Write the entries below again, precisely as they appear.
BEGIN AVAILABLE DATA
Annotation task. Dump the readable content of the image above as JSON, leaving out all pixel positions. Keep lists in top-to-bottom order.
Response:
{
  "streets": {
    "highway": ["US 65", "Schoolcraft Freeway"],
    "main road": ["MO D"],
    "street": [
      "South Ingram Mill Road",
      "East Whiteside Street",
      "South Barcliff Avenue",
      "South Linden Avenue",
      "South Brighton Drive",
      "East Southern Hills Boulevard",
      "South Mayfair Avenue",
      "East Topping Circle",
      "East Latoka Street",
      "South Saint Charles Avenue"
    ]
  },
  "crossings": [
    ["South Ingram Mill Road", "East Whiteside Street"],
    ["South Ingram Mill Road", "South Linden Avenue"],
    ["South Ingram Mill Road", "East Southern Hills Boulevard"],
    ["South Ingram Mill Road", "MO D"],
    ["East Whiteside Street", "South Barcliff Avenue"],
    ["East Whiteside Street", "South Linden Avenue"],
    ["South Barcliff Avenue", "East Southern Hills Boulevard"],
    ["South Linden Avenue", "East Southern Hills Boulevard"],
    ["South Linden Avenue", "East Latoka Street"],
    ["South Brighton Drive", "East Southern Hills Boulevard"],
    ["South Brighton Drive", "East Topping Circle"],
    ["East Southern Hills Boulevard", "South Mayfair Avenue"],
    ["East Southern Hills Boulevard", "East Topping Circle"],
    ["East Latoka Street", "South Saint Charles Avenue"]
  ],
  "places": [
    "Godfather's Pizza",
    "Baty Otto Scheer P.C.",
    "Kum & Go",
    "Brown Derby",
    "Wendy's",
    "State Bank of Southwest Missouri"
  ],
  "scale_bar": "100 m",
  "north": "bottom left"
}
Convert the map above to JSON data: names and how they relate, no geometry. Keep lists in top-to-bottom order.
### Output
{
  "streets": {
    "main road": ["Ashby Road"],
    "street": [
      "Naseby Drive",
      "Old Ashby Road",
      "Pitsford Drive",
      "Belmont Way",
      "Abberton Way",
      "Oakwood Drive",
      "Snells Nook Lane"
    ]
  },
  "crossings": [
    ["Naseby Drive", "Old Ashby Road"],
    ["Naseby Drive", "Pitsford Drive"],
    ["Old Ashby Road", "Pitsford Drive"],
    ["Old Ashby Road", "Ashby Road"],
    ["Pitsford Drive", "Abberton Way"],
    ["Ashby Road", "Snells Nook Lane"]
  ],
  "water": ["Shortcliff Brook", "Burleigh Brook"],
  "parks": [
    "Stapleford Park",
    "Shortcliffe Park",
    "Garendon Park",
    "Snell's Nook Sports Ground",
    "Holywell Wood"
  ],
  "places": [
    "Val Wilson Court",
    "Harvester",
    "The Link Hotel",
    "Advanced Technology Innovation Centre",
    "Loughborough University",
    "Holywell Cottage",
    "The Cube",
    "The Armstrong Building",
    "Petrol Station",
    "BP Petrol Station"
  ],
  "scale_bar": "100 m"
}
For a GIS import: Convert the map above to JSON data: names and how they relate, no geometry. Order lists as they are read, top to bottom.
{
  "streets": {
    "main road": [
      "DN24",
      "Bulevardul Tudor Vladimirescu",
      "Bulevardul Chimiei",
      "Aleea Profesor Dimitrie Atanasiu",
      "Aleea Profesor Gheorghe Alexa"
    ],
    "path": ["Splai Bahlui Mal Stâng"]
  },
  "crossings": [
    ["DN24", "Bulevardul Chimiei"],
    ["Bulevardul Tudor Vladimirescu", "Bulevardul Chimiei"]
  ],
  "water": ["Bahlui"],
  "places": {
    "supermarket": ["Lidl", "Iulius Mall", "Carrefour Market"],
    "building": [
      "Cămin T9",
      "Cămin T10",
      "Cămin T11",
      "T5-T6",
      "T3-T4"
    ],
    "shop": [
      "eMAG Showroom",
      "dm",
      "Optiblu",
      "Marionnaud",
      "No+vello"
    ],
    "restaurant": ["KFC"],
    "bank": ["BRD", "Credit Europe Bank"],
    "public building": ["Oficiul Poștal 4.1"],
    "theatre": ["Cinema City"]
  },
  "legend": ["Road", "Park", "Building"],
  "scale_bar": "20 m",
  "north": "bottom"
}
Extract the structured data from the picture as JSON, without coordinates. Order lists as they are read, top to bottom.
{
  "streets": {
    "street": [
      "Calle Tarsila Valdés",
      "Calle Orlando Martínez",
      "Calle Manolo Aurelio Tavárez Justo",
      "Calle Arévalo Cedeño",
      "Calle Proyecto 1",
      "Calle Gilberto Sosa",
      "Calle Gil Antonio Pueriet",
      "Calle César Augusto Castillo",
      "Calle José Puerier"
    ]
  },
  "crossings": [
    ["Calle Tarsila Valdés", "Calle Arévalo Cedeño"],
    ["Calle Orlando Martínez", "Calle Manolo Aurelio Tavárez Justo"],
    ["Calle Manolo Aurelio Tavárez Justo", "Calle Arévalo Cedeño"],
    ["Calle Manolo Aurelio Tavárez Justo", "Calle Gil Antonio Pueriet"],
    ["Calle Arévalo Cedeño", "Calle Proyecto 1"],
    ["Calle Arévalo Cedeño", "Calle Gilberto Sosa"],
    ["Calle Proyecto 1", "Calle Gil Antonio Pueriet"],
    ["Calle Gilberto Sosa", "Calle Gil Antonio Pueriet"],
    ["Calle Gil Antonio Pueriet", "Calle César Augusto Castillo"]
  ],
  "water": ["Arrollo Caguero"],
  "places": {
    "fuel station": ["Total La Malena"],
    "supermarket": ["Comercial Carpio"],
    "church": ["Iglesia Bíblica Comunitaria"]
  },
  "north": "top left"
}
END AVAILABLE DATA
* EXERCISE ANSWER:
Annotation task. Dump the readable content of the image above as JSON, leaving out all pixel positions. Keep lists in top-to-bottom order.
Response:
{
  "streets": {
    "highway": ["US 65", "Schoolcraft Freeway"],
    "main road": ["MO D"],
    "street": [
      "South Ingram Mill Road",
      "East Whiteside Street",
      "South Barcliff Avenue",
      "South Linden Avenue",
      "South Brighton Drive",
      "East Southern Hills Boulevard",
      "South Mayfair Avenue",
      "East Topping Circle",
      "East Latoka Street",
      "South Saint Charles Avenue"
    ]
  },
  "crossings": [
    ["South Ingram Mill Road", "East Whiteside Street"],
    ["South Ingram Mill Road", "South Linden Avenue"],
    ["South Ingram Mill Road", "East Southern Hills Boulevard"],
    ["South Ingram Mill Road", "MO D"],
    ["East Whiteside Street", "South Barcliff Avenue"],
    ["East Whiteside Street", "South Linden Avenue"],
    ["South Barcliff Avenue", "East Southern Hills Boulevard"],
    ["South Linden Avenue", "East Southern Hills Boulevard"],
    ["South Linden Avenue", "East Latoka Street"],
    ["South Brighton Drive", "East Southern Hills Boulevard"],
    ["South Brighton Drive", "East Topping Circle"],
    ["East Southern Hills Boulevard", "South Mayfair Avenue"],
    ["East Southern Hills Boulevard", "East Topping Circle"],
    ["East Latoka Street", "South Saint Charles Avenue"]
  ],
  "places": [
    "Godfather's Pizza",
    "Baty Otto Scheer P.C.",
    "Kum & Go",
    "Brown Derby",
    "Wendy's",
    "State Bank of Southwest Missouri"
  ],
  "scale_bar": "100 m",
  "north": "bottom left"
}
Convert the map above to JSON data: names and how they relate, no geometry. Keep lists in top-to-bottom order.
### Output
{
  "streets": {
    "main road": ["Ashby Road"],
    "street": [
      "Naseby Drive",
      "Old Ashby Road",
      "Pitsford Drive",
      "Belmont Way",
      "Abberton Way",
      "Oakwood Drive",
      "Snells Nook Lane"
    ]
  },
  "crossings": [
    ["Naseby Drive", "Old Ashby Road"],
    ["Naseby Drive", "Pitsford Drive"],
    ["Old Ashby Road", "Pitsford Drive"],
    ["Old Ashby Road", "Ashby Road"],
    ["Pitsford Drive", "Abberton Way"],
    ["Ashby Road", "Snells Nook Lane"]
  ],
  "water": ["Shortcliff Brook", "Burleigh Brook"],
  "parks": [
    "Stapleford Park",
    "Shortcliffe Park",
    "Garendon Park",
    "Snell's Nook Sports Ground",
    "Holywell Wood"
  ],
  "places": [
    "Val Wilson Court",
    "Harvester",
    "The Link Hotel",
    "Advanced Technology Innovation Centre",
    "Loughborough University",
    "Holywell Cottage",
    "The Cube",
    "The Armstrong Building",
    "Petrol Station",
    "BP Petrol Station"
  ],
  "scale_bar": "100 m"
}
For a GIS import: Convert the map above to JSON data: names and how they relate, no geometry. Order lists as they are read, top to bottom.
{
  "streets": {
    "main road": [
      "DN24",
      "Bulevardul Tudor Vladimirescu",
      "Bulevardul Chimiei",
      "Aleea Profesor Dimitrie Atanasiu",
      "Aleea Profesor Gheorghe Alexa"
    ],
    "path": ["Splai Bahlui Mal Stâng"]
  },
  "crossings": [
    ["DN24", "Bulevardul Chimiei"],
    ["Bulevardul Tudor Vladimirescu", "Bulevardul Chimiei"]
  ],
  "water": ["Bahlui"],
  "places": {
    "supermarket": ["Lidl", "Iulius Mall", "Carrefour Market"],
    "building": [
      "Cămin T9",
      "Cămin T10",
      "Cămin T11",
      "T5-T6",
      "T3-T4"
    ],
    "shop": [
      "eMAG Showroom",
      "dm",
      "Optiblu",
      "Marionnaud",
      "No+vello"
    ],
    "restaurant": ["KFC"],
    "bank": ["BRD", "Credit Europe Bank"],
    "public building": ["Oficiul Poștal 4.1"],
    "theatre": ["Cinema City"]
  },
  "legend": ["Road", "Park", "Building"],
  "scale_bar": "20 m",
  "north": "bottom"
}
Extract the structured data from the picture as JSON, without coordinates. Order lists as they are read, top to bottom.
{
  "streets": {
    "street": [
      "Calle Tarsila Valdés",
      "Calle Orlando Martínez",
      "Calle Manolo Aurelio Tavárez Justo",
      "Calle Arévalo Cedeño",
      "Calle Proyecto 1",
      "Calle Gilberto Sosa",
      "Calle Gil Antonio Pueriet",
      "Calle César Augusto Castillo",
      "Calle José Puerier"
    ]
  },
  "crossings": [
    ["Calle Tarsila Valdés", "Calle Arévalo Cedeño"],
    ["Calle Orlando Martínez", "Calle Manolo Aurelio Tavárez Justo"],
    ["Calle Manolo Aurelio Tavárez Justo", "Calle Arévalo Cedeño"],
    ["Calle Manolo Aurelio Tavárez Justo", "Calle Gil Antonio Pueriet"],
    ["Calle Arévalo Cedeño", "Calle Proyecto 1"],
    ["Calle Arévalo Cedeño", "Calle Gilberto Sosa"],
    ["Calle Proyecto 1", "Calle Gil Antonio Pueriet"],
    ["Calle Gilberto Sosa", "Calle Gil Antonio Pueriet"],
    ["Calle Gil Antonio Pueriet", "Calle César Augusto Castillo"]
  ],
  "water": ["Arrollo Caguero"],
  "places": {
    "fuel station": ["Total La Malena"],
    "supermarket": ["Comercial Carpio"],
    "church": ["Iglesia Bíblica Comunitaria"]
  },
  "north": "top left"
}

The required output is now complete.